El hijo del pescador Cipristino se ahogó en la Costa de la Muerte. Según testigos, se dejó engañar por los arrecifes, lejanos y agudos como lengua de arpía, por el mar y las olas en calma, todo ello sin haber averiguado la predicción meteorológica y en fin, por la poca envergadura del pez que, al cabo, le arrastró inmisericorde hasta el fondo del mar.

          Su padre le había advertido, siguiendo a su vez las recomendaciones del abuelo, del peligro que suponía perder la concentración, no ya si estaba pescando, que también, sino en cualquiera de los ordenes de la vida. Enmanuel, que así le habían bautizado, cada día de su corta existencia repitió, tantas veces como lo creyó preciso, las palabras del consejo. Pese a ello, en el momento preciso que debía haberlo puesto en práctica, se olvidó por completo de él.

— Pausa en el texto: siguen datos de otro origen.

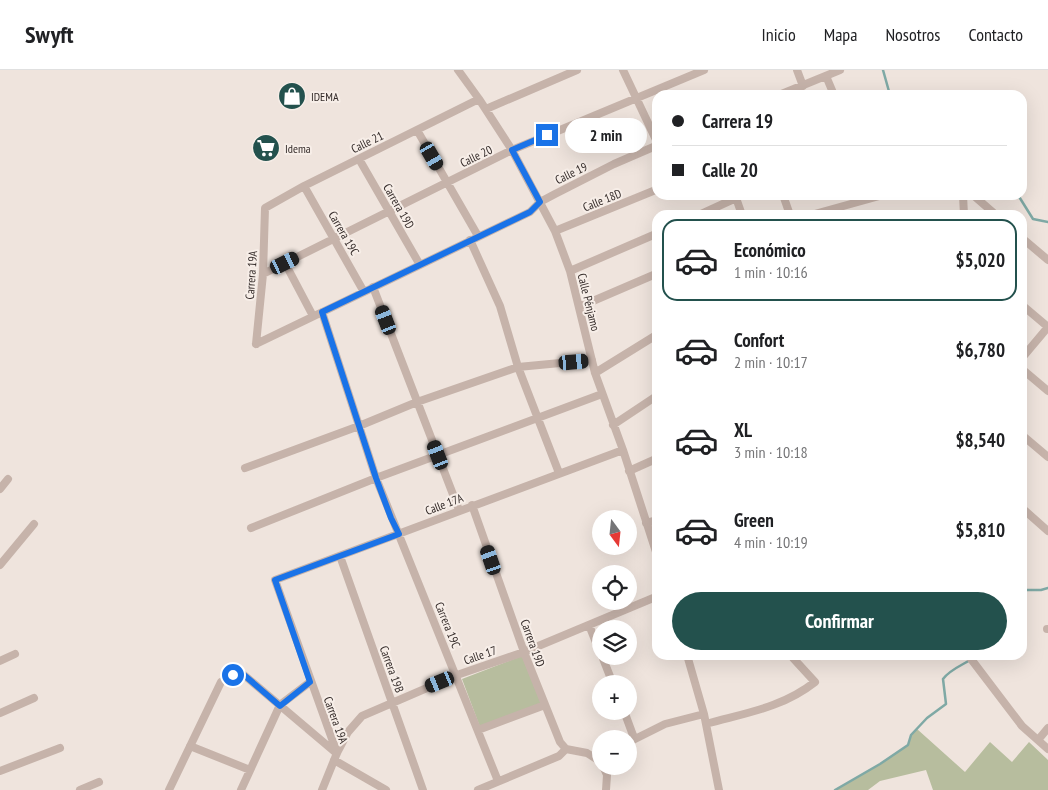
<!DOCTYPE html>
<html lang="es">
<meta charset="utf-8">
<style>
:root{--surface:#fff;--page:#f2f2f2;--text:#202124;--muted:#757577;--line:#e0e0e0;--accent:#23514d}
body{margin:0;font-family:"PT Sans Narrow",sans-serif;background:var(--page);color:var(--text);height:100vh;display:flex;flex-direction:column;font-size:19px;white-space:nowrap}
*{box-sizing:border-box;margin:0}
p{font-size:16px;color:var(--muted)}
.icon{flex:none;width:28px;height:28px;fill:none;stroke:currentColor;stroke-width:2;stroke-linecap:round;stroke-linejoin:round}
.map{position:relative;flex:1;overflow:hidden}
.drawer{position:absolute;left:652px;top:140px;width:375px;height:450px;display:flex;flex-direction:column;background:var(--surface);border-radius:15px;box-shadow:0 5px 20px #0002}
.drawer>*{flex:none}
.guide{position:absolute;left:652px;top:20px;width:375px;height:110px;border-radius:15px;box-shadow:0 5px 20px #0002;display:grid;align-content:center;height:110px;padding:0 20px;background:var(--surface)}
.needle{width:32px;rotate:165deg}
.fabs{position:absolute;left:592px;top:440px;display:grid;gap:10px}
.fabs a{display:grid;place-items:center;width:45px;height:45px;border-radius:50%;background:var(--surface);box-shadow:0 5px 20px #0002;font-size:25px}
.end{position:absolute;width:22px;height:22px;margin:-11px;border:6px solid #1a73e8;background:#fff;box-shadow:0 0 0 2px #fff}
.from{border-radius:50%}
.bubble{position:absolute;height:35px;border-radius:18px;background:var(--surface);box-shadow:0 5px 20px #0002;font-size:16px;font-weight:600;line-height:35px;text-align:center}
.car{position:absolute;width:15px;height:30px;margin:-15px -8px;border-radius:6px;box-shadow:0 0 4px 1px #0007;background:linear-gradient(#222 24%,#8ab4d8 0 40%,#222 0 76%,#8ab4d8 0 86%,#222 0)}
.guide b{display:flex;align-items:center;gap:18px;height:48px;font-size:19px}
.guide b+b{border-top:1px solid var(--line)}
.guide i{width:12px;height:12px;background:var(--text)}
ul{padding:9px 0 0;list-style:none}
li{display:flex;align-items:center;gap:15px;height:82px;margin:0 10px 8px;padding:0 10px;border:2px solid transparent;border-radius:15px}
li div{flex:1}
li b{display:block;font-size:19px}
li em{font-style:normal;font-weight:600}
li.current{border-color:var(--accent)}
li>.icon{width:45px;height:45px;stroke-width:1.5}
.cta{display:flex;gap:10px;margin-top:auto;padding:10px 20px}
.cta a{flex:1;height:58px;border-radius:30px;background:var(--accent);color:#fff;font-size:20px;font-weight:600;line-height:58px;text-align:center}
header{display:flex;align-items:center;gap:30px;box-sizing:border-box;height:70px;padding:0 25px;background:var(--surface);border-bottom:1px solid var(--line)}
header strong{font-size:24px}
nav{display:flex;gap:28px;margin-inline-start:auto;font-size:18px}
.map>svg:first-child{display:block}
</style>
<header>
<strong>Swyft</strong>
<nav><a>Inicio</a><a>Mapa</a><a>Nosotros</a><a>Contacto</a></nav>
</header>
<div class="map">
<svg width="1048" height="720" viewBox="0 0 1048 720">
<rect width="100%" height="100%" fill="#efe4dd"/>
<path fill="#b7bd9e" d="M522,586L541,633L480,657L462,609Z
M917,659L965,702L990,672L1012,692L1029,672L1048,690V720H933L926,700L880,711L868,720H835L880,694L908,675L911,665Z"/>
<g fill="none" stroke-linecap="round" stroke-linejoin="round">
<path stroke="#7fa9a5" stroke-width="2.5" d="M883,0L890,25
M1018,125L1033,149L1048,152
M1022,520H1041L1048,518
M835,720L880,694L908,675L911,665L927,648L946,634L943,609C951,598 966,594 978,585"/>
<path stroke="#c6b3aa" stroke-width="8" d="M458,0L479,29L512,80L555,161L570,201L595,303L623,380L658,488
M623,0L658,74
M797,0L803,16
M826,6L834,25
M779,25L840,0
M486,39L577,0
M417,60L478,166
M359,89L420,195
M304,116L364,222
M735,125L742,145
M783,125L790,145
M963,125L964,145
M973,125L996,145
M699,145L736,128
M811,145L883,125
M555,161L658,119
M1022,168L1048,190
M470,170L500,236L518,297L559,403
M285,193L313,246
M570,201L658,163
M263,204L512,80L704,0
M373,217L459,440
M1022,235L1048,257L1022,288
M579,237L658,203
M322,242L376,408L498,711
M256,274L530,142L540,132L555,124L614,94L658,75
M256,274L263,204L265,138L304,116L479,29
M1022,299L1048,321
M595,303L658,264
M613,355L658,325
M1022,365L1048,387
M245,398L359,356L417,332L518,297L592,290
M629,401L658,388
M0,419L8,409
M472,435L524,582L560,672L566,679L587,683L601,692
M1022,438L1048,461
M646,453L658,450
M251,458L376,408L602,324
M340,486L423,720
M0,495L34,454
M589,555L601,585
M1047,559H1048
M687,585L704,644L719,720
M968,585L1022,656L1048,679
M602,586L613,614
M0,591L15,584
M624,641L634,668
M0,643L34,628
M706,654C745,643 782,638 815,612L793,588
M478,660L545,635
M1038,670L1048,658
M629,672L665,654L704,644
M190,676L250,700
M337,683L275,510L623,380
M334,690L386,720
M603,696L607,705L606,720
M0,701L60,678
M80,720L99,712
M169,720L221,612L233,605H244L335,682
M241,720L280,635L310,612
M322,720L337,683L348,662L362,646L457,605L524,582L658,526
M478,720L559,686L566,679"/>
</g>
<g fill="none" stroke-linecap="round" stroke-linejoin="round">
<path stroke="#1a73e8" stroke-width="6" d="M233,605H244L280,636L310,612L275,510L399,464L391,448L376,408L322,242L530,142L540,132L512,80L547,65"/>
</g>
<defs>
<g id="shop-disc" transform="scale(1.4375)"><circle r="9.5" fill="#23514d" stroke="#f7eee8"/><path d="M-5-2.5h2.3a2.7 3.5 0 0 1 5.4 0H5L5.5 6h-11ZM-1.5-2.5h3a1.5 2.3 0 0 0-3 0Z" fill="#fff"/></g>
<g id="supermarket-disc" transform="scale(1.4375)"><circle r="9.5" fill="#23514d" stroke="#f7eee8"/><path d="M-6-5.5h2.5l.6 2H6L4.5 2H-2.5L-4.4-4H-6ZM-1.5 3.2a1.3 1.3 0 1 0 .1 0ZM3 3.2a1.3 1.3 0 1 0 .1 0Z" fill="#fff"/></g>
</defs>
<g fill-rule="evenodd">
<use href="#shop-disc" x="292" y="26"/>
<use href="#supermarket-disc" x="266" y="78"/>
</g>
<g text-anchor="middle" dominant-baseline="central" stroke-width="4" stroke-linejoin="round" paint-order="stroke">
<g font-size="12" fill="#342b29" stroke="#f7eee8" text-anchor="start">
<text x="311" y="26">IDEMA</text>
<text x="285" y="78">Idema</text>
</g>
<g font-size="12" fill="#342b29" stroke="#f7eee8">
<text transform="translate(367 72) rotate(-26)">Calle 21</text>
<text transform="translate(476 86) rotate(-26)">Calle 20</text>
<text transform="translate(571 103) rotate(-26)">Calle 19</text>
<text transform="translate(602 130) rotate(-22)">Calle 18D</text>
<text transform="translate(399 136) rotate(60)">Carrera 19D</text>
<text transform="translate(344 163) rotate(60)">Carrera 19C</text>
<text transform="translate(251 205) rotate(-86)">Carrera 19A</text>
<text transform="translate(589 232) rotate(76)">Calle Pénjamo</text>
<text transform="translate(444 434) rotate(-21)">Calle 17A</text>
<text transform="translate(448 555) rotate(68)">Carrera 19C</text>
<text transform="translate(533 573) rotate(70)">Carrera 19D</text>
<text transform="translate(480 585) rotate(-19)">Calle 17</text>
<text transform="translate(392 599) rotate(70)">Carrera 19B</text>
<text transform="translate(336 650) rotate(70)">Carrera 19A</text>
</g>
</g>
</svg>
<div class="fabs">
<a><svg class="needle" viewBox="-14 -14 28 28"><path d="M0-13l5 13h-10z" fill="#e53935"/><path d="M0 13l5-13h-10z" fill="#757577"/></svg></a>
<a><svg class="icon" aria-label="locate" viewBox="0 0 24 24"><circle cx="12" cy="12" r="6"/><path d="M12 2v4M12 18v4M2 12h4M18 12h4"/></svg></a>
<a><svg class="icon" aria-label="layers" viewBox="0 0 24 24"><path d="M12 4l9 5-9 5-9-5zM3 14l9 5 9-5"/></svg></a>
<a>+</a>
<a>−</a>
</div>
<i class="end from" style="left:233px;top:605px"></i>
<i class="end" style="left:547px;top:65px"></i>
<div class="bubble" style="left:565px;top:48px;width:82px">2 min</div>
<i class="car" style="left:432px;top:86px;rotate:150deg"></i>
<i class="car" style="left:285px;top:193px;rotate:64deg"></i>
<i class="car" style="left:386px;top:250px;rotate:339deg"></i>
<i class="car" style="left:574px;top:292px;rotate:85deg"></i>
<i class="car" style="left:438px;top:385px;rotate:339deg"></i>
<i class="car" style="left:491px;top:490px;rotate:341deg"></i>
<i class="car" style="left:440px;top:612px;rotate:248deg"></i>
<div class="guide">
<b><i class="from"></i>Carrera 19</b>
<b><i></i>Calle 20</b>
</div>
<section class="drawer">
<ul>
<li class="current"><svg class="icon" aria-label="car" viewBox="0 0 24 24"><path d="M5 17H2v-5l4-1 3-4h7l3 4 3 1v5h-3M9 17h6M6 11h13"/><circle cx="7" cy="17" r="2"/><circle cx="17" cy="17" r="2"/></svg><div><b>Económico</b><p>1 min · 10:16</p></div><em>$5,020</em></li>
<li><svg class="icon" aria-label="car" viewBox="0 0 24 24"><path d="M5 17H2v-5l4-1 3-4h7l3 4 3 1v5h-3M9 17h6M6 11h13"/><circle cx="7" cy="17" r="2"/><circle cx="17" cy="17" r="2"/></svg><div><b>Confort</b><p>2 min · 10:17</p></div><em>$6,780</em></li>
<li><svg class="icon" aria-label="car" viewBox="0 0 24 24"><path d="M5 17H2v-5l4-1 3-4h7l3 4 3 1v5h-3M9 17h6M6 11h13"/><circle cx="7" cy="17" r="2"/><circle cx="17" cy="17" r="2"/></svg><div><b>XL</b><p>3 min · 10:18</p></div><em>$8,540</em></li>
<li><svg class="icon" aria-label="car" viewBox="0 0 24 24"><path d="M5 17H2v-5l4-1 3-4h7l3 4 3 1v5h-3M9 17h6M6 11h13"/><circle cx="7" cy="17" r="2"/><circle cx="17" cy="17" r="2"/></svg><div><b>Green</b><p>4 min · 10:19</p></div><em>$5,810</em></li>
</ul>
<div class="cta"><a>Confirmar</a></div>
</section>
</div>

          Cuando la barca quebró contra las rocas, como consecuencia de las olas ciclópeas que durante toda la jornada habían estado amenazando, un instante antes a Enmanuel se le había pasado por la cabeza que, la perspectiva y la oportunidad, el quid de la recomendación que acababa de desentrañar, van siempre juntas y nunca, nunca, pueden olvidarse, so pena de no haber entendido el contenido del mensaje.